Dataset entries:
[Start of section]

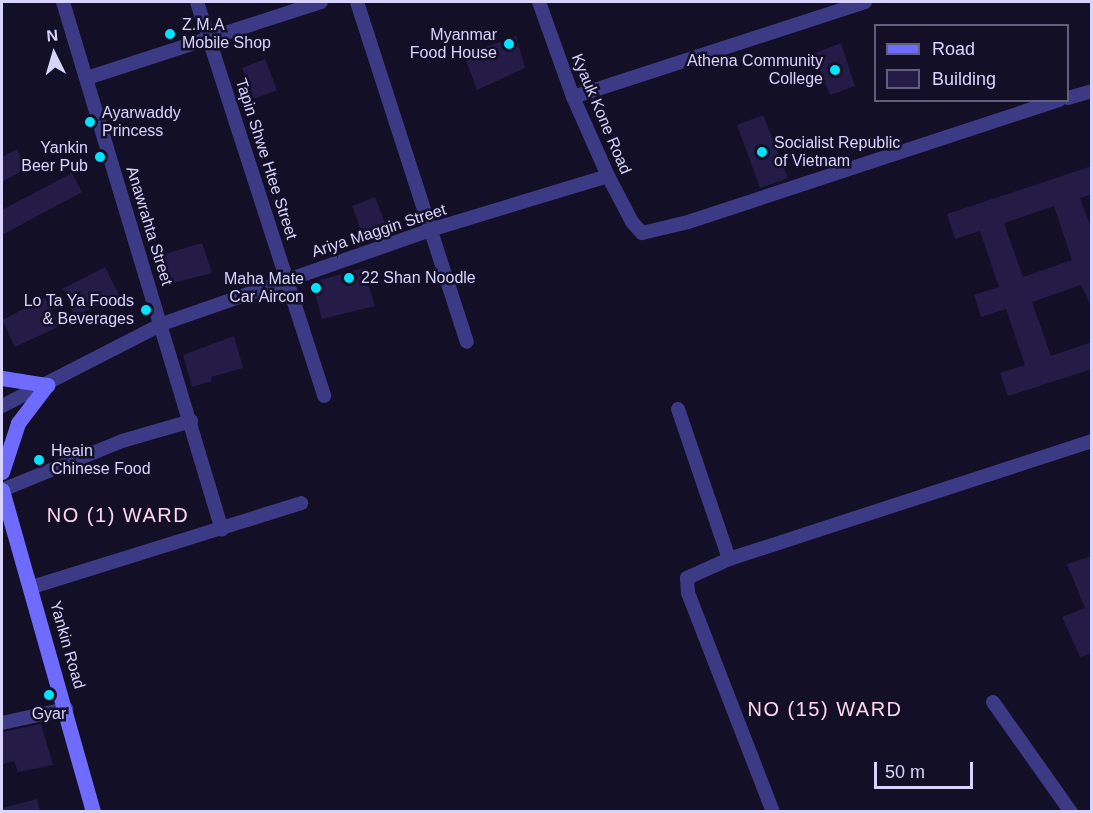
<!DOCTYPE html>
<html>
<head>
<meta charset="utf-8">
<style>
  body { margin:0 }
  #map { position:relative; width:1093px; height:813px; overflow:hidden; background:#130f26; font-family:Arial,sans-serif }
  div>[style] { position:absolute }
  .building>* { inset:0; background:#241b47 }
  .street>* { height:14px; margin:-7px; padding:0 7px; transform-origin:7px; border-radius:7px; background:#3d3a85 }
  .secondary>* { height:15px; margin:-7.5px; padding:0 7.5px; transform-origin:7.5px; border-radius:7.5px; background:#6f6bff }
  .dots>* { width:16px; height:16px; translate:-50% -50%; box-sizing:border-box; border:3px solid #130f26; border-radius:50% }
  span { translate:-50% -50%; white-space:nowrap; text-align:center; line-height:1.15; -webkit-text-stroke:5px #130f26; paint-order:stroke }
  .poi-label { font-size:16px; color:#d9d4ff }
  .left { translate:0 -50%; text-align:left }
  .right { translate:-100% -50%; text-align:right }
  .street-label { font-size:16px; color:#d9d4ff }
  .quarter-label { font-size:20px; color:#ffd6f0; letter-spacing:1.5px }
  .frame { position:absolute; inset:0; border:3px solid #d9d4ff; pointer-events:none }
  .legend { position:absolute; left:874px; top:24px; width:195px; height:78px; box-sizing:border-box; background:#130f26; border:2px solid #625e7d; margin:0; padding:8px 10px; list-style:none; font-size:18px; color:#d9d4ff }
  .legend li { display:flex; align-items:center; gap:12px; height:30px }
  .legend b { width:30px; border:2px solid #625e7d }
  .north { position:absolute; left:24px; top:24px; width:60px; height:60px; -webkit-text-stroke:4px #130f26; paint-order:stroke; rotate:355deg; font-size:16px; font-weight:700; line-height:24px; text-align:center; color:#d9d4ff }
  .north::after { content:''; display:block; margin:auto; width:21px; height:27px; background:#d9d4ff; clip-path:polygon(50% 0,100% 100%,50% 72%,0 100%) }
  .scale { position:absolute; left:874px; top:762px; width:99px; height:27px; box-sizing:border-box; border:3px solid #d9d4ff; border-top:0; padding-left:8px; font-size:18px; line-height:21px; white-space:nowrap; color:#d9d4ff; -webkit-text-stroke:4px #130f26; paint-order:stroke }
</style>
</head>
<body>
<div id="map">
  <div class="building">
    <div style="clip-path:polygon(516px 36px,525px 68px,477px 90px,464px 55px)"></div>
    <div style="clip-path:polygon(841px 43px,855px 86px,830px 95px,813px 54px)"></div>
    <div style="clip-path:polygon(265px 59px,277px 90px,254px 99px,242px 68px)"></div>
    <div style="clip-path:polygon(763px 115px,788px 178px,760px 188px,737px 125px)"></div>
    <div style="clip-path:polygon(17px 149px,27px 168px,2px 182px,2px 157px)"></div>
    <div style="clip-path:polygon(evenodd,1092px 166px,1092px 194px,1080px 198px,1092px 230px,1092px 309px,1081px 285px,1032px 302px,1051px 356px,1092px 342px,1092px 369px,1008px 396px,1000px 373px,1025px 365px,1006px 309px,981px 317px,974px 295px,999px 287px,980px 231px,955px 239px,947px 214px,1092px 166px,1054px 206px,1072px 260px,1023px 277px,1004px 223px,1054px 206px)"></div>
    <div style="clip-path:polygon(72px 173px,82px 192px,2px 235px,2px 210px)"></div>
    <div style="clip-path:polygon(375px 197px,387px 228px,363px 236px,352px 206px)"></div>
    <div style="clip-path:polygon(202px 243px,212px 273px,165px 285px,155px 257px)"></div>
    <div style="clip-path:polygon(105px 267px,119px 295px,75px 316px,62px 289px)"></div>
    <div style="clip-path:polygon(363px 268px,375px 306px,322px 319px,312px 282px)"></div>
    <div style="clip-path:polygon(45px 298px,60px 326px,15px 347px,2px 320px)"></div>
    <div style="clip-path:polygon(234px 336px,243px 368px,211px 377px,212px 381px,192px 387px,183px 355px)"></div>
    <div style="clip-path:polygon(1092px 556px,1092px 653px,1080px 657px,1062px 617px,1085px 608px,1067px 564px)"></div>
    <div style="clip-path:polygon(41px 724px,53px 765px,18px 772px,14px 761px,2px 764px,2px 732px)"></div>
    <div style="clip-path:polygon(37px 799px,40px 812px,4px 812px,3px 808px)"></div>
  </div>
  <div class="street">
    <div style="left:63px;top:2px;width:551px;rotate:73.24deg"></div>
    <div style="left:197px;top:2px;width:414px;rotate:72.1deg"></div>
    <div style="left:357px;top:2px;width:357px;rotate:72.1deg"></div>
    <div style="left:539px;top:2px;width:101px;rotate:70.3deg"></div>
    <div style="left:573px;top:97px;width:86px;rotate:66.1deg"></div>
    <div style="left:608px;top:176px;width:52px;rotate:62.4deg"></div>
    <div style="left:632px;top:222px;width:15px;rotate:48deg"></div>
    <div style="left:642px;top:233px;width:47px;rotate:-13.4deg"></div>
    <div style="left:688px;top:222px;width:391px;rotate:-18.2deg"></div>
    <div style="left:87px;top:78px;width:246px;rotate:-18deg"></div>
    <div style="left:573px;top:97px;width:307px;rotate:-18deg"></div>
    <div style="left:1068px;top:98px;width:25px;rotate:-16deg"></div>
    <div style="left:2px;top:406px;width:180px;rotate:-27.1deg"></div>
    <div style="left:162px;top:324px;width:284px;rotate:-19.3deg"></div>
    <div style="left:430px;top:230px;width:186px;rotate:-16.9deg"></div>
    <div style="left:678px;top:409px;width:158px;rotate:71.2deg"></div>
    <div style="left:2px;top:490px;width:130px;rotate:-22.2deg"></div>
    <div style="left:122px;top:441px;width:72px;rotate:-16.2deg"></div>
    <div style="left:32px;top:587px;width:282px;rotate:-17.3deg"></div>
    <div style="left:993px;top:702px;width:135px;rotate:54.7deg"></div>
    <div style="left:2px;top:723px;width:66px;rotate:-12.3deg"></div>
    <div style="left:773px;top:812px;width:235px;rotate:-111.2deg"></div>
    <div style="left:688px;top:593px;width:15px;rotate:-94deg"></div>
    <div style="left:687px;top:578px;width:46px;rotate:-24.3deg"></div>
    <div style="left:729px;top:559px;width:382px;rotate:-18deg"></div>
  </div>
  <div class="secondary">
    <div style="left:2px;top:378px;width:46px;rotate:8.8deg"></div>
    <div style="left:2px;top:472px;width:52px;rotate:-71.9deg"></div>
    <div style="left:18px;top:423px;width:48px;rotate:-52.7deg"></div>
    <div style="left:2px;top:490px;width:335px;rotate:74.2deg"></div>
  </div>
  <div class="dots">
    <div style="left:170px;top:34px;background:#00e5ff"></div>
    <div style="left:509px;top:44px;background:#00e5ff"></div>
    <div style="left:835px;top:70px;background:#00e5ff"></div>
    <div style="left:90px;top:122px;background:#00e5ff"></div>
    <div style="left:762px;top:152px;background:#00e5ff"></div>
    <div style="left:100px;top:157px;background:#00e5ff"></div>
    <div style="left:349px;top:278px;background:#00e5ff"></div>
    <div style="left:316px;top:288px;background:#00e5ff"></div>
    <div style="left:146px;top:310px;background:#00e5ff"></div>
    <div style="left:39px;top:460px;background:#00e5ff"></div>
    <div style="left:49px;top:695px;background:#00e5ff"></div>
  </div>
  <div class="poi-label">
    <span class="left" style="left:182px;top:34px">Z.M.A<br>Mobile Shop</span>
    <span class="right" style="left:497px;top:44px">Myanmar<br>Food House</span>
    <span class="right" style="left:823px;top:70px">Athena Community<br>College</span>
    <span class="left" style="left:102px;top:122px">Ayarwaddy<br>Princess</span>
    <span class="left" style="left:774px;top:152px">Socialist Republic<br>of Vietnam</span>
    <span class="right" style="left:88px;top:157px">Yankin<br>Beer Pub</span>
    <span class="left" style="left:361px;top:278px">22 Shan Noodle</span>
    <span class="right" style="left:304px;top:288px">Maha Mate<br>Car Aircon</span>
    <span class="right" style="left:134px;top:310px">Lo Ta Ya Foods<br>&amp; Beverages</span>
    <span class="left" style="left:51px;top:460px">Heain<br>Chinese Food</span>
    <span style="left:49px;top:714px">Gyar</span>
  </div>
  <div class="street-label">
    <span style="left:601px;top:114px;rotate:67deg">Kyauk Kone Road</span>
    <span style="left:266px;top:159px;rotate:72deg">Tapin Shwe Htee Street</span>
    <span style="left:149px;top:226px;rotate:73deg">Anawrahta Street</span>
    <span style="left:379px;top:231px;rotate:-18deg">Ariya Maggin Street</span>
    <span style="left:67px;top:645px;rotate:74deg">Yankin Road</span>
  </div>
  <div class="quarter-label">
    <span style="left:118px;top:515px">NO (1) WARD</span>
    <span style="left:825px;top:709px">NO (15) WARD</span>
  </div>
  <div class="frame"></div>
  <ul class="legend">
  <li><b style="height:8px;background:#6f6bff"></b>Road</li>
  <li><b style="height:16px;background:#241b47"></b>Building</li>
  </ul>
  <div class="north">N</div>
  <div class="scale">50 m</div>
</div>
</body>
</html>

[End of section]

ACTION ITEM: Go from the first line of the data above to the line containing "position:absolute; left:24px; top:24px;" and retype exactly those lines, both included, but none of the pictures.

THE ANSWER:
<!DOCTYPE html>
<html>
<head>
<meta charset="utf-8">
<style>
  body { margin:0 }
  #map { position:relative; width:1093px; height:813px; overflow:hidden; background:#130f26; font-family:Arial,sans-serif }
  div>[style] { position:absolute }
  .building>* { inset:0; background:#241b47 }
  .street>* { height:14px; margin:-7px; padding:0 7px; transform-origin:7px; border-radius:7px; background:#3d3a85 }
  .secondary>* { height:15px; margin:-7.5px; padding:0 7.5px; transform-origin:7.5px; border-radius:7.5px; background:#6f6bff }
  .dots>* { width:16px; height:16px; translate:-50% -50%; box-sizing:border-box; border:3px solid #130f26; border-radius:50% }
  span { translate:-50% -50%; white-space:nowrap; text-align:center; line-height:1.15; -webkit-text-stroke:5px #130f26; paint-order:stroke }
  .poi-label { font-size:16px; color:#d9d4ff }
  .left { translate:0 -50%; text-align:left }
  .right { translate:-100% -50%; text-align:right }
  .street-label { font-size:16px; color:#d9d4ff }
  .quarter-label { font-size:20px; color:#ffd6f0; letter-spacing:1.5px }
  .frame { position:absolute; inset:0; border:3px solid #d9d4ff; pointer-events:none }
  .legend { position:absolute; left:874px; top:24px; width:195px; height:78px; box-sizing:border-box; background:#130f26; border:2px solid #625e7d; margin:0; padding:8px 10px; list-style:none; font-size:18px; color:#d9d4ff }
  .legend li { display:flex; align-items:center; gap:12px; height:30px }
  .legend b { width:30px; border:2px solid #625e7d }
  .north { position:absolute; left:24px; top:24px; width:60px; height:60px; -webkit-text-stroke:4px #130f26; paint-order:stroke; rotate:355deg; font-size:16px; font-weight:700; line-height:24px; text-align:center; color:#d9d4ff }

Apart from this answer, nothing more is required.